[What to produce]:
Within these entries, which lines include the string "Curé"? Copy each one.

[The records]:
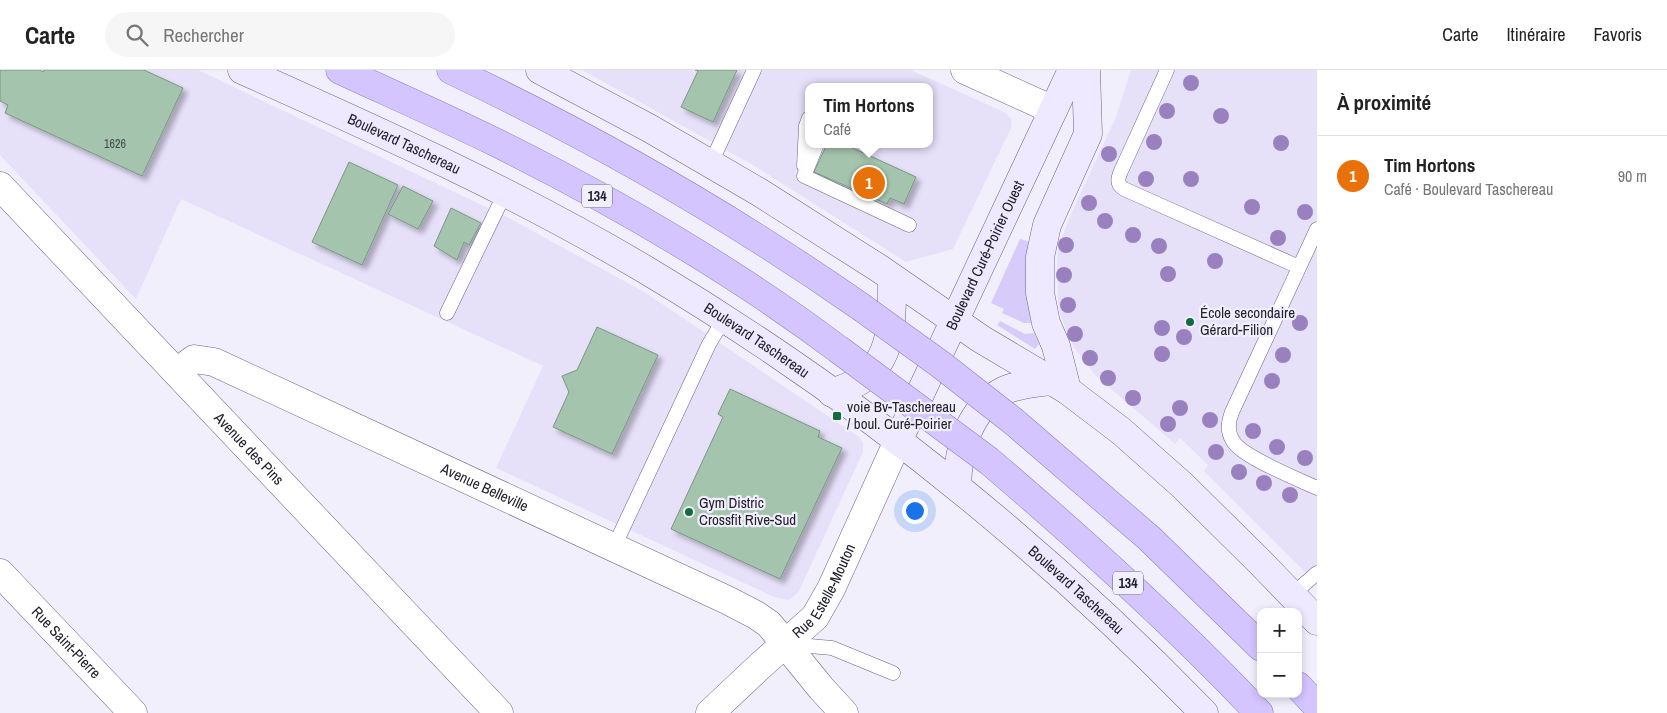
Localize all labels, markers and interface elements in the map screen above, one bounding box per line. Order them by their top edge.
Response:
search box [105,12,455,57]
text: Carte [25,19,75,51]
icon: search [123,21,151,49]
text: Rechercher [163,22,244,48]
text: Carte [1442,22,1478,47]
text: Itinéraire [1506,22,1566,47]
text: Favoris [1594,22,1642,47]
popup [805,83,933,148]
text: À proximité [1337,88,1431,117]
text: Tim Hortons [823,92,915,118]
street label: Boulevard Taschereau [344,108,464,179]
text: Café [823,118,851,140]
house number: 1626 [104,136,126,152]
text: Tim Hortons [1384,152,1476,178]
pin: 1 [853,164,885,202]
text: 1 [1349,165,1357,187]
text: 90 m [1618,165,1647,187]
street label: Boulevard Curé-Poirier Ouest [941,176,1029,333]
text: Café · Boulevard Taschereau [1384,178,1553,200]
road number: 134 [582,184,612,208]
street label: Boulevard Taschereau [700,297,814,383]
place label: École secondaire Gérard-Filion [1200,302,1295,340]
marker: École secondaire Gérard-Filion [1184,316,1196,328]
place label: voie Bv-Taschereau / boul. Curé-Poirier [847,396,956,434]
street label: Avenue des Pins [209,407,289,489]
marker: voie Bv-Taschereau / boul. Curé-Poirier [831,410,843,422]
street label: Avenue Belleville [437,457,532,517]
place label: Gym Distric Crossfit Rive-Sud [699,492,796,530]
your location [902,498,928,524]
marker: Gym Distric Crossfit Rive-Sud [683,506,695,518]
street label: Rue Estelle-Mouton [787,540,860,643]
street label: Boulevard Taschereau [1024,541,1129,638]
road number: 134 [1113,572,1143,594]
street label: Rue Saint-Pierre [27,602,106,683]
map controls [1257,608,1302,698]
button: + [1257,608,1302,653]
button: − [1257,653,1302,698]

[Response below]:
street label: Boulevard Curé-Poirier Ouest [941,176,1029,333]
place label: voie Bv-Taschereau / boul. Curé-Poirier [847,396,956,434]
marker: voie Bv-Taschereau / boul. Curé-Poirier [831,410,843,422]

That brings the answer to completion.